Provided material
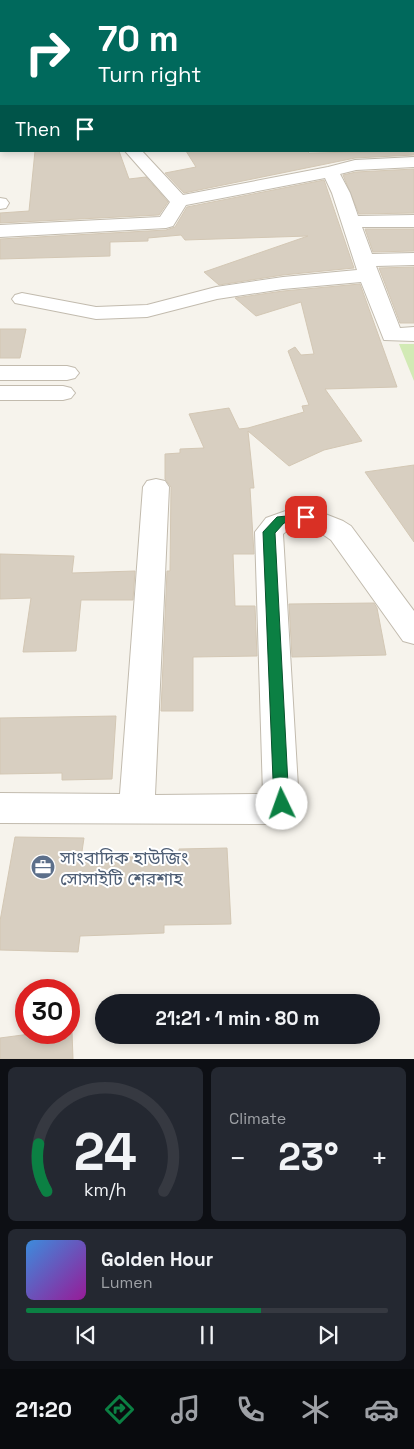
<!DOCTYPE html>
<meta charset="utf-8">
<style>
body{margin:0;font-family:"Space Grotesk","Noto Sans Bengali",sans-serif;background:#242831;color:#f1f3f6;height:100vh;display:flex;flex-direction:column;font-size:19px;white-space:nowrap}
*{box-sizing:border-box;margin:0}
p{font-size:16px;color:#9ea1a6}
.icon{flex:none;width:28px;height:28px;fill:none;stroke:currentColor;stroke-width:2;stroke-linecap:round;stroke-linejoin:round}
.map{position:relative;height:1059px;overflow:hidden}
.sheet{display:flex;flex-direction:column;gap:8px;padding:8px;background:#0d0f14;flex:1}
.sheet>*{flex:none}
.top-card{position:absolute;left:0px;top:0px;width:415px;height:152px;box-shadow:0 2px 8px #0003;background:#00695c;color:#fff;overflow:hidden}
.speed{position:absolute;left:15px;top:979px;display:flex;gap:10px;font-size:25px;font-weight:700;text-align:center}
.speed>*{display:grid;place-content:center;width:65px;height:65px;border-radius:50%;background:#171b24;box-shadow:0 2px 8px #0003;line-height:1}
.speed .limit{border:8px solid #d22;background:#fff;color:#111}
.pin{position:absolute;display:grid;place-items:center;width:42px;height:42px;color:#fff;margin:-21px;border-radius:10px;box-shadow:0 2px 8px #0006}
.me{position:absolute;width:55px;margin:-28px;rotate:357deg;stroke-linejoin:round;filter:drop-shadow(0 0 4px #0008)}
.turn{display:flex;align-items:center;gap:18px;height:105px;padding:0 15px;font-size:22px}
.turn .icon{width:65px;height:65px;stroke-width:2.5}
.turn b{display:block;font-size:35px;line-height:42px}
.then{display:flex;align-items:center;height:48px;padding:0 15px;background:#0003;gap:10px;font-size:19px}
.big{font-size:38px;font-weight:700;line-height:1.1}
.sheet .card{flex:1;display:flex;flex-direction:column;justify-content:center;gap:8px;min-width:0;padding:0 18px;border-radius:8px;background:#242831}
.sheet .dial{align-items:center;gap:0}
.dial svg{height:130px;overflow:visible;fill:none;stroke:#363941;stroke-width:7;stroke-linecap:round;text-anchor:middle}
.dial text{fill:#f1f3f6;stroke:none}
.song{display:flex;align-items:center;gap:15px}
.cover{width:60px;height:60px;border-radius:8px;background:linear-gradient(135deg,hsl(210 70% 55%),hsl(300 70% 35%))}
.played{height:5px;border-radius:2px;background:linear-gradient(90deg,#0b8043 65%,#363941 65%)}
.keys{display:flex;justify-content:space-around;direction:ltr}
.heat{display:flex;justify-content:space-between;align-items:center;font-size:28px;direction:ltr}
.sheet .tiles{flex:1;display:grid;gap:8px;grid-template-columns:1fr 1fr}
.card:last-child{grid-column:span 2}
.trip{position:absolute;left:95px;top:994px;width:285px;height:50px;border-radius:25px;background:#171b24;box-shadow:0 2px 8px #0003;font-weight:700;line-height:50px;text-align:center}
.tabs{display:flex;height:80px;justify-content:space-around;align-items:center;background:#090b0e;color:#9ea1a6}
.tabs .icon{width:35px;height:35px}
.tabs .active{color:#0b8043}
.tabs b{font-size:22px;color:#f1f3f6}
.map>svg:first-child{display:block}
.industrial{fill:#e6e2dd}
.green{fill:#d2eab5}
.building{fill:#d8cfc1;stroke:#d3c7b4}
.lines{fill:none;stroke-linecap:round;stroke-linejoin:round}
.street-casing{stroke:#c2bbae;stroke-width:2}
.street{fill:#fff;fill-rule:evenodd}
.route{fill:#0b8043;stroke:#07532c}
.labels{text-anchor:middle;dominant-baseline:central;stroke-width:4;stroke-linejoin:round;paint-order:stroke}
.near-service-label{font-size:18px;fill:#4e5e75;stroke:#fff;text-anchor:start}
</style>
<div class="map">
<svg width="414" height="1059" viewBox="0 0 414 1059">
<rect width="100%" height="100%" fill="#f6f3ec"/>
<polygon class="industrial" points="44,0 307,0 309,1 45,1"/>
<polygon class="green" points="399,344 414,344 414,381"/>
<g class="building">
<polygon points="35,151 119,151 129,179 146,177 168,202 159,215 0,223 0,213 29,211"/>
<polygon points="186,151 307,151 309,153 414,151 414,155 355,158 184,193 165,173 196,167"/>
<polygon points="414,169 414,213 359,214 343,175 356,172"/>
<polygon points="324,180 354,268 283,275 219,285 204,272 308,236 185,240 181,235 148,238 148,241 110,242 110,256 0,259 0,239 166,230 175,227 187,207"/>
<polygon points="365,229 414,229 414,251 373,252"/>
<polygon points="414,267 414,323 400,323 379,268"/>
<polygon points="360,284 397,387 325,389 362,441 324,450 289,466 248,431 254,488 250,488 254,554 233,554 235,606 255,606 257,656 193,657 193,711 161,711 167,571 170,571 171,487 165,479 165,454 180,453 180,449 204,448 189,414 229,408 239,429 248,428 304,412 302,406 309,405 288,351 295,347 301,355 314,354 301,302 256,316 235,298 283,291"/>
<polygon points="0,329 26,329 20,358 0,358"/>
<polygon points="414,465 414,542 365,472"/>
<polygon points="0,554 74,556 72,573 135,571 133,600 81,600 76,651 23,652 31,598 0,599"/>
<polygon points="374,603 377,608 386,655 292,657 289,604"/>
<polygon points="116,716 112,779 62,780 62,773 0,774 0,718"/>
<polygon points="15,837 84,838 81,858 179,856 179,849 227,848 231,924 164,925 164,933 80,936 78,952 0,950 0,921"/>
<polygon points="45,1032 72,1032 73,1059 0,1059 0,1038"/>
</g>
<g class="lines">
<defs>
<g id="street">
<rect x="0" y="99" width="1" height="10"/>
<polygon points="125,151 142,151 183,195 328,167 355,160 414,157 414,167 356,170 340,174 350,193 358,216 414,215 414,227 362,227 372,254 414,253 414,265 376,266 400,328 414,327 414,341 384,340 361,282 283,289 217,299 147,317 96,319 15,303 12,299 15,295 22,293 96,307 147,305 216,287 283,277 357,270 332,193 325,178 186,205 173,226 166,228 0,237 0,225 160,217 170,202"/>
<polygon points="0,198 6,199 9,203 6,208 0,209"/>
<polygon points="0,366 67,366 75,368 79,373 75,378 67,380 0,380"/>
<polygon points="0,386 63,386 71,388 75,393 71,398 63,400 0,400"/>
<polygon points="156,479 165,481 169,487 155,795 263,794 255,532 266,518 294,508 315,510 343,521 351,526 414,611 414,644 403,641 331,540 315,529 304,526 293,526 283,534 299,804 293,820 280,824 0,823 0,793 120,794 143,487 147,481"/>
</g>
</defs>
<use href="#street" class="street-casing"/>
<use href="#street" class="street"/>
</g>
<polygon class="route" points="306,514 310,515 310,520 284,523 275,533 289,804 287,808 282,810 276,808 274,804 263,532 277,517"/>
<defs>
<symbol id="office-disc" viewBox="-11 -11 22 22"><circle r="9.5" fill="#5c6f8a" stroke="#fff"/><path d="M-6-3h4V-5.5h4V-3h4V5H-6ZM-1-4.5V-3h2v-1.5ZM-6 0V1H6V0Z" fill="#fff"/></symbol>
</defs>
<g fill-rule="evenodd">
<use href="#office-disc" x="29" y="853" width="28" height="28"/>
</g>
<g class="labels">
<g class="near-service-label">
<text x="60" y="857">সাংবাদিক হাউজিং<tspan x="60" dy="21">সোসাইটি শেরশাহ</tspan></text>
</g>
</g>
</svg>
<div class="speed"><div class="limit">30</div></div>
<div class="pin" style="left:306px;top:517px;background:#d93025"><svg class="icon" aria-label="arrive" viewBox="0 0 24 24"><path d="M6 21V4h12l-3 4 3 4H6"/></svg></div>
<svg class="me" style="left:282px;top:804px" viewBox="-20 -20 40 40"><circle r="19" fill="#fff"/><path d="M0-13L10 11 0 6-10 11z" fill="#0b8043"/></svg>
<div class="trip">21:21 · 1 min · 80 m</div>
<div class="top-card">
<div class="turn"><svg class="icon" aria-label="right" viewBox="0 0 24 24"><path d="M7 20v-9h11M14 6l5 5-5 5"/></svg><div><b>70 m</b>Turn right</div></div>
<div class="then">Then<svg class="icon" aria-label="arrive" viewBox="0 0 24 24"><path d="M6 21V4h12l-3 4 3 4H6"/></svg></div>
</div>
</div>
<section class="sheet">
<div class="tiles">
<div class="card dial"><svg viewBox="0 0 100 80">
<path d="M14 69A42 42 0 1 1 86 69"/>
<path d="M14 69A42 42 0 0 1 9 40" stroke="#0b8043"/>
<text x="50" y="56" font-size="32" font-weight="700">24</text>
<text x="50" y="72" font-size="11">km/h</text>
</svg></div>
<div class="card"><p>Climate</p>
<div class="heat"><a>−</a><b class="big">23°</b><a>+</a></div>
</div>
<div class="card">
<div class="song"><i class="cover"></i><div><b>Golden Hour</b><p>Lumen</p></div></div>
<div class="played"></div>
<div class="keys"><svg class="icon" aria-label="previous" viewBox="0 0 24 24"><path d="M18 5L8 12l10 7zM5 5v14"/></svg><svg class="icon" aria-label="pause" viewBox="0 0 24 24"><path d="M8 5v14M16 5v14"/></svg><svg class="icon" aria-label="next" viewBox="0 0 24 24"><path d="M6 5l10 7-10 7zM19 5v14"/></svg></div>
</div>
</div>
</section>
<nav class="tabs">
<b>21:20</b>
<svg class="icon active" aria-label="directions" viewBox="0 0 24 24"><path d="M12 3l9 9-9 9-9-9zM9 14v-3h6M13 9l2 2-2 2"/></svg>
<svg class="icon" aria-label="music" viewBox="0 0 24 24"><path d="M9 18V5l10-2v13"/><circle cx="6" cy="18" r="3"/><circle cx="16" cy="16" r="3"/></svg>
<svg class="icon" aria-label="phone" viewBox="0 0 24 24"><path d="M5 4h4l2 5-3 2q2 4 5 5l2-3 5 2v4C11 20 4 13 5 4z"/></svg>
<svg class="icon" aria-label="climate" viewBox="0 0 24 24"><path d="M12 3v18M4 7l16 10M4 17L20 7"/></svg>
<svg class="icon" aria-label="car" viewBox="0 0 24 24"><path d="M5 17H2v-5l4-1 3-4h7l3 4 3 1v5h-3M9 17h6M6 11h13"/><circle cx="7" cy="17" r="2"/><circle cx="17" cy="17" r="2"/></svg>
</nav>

Required action
Your response should contain each line of the entries above that holds the string "heat".

Exercise result
.heat{display:flex;justify-content:space-between;align-items:center;font-size:28px;direction:ltr}
<div class="heat"><a>−</a><b class="big">23°</b><a>+</a></div>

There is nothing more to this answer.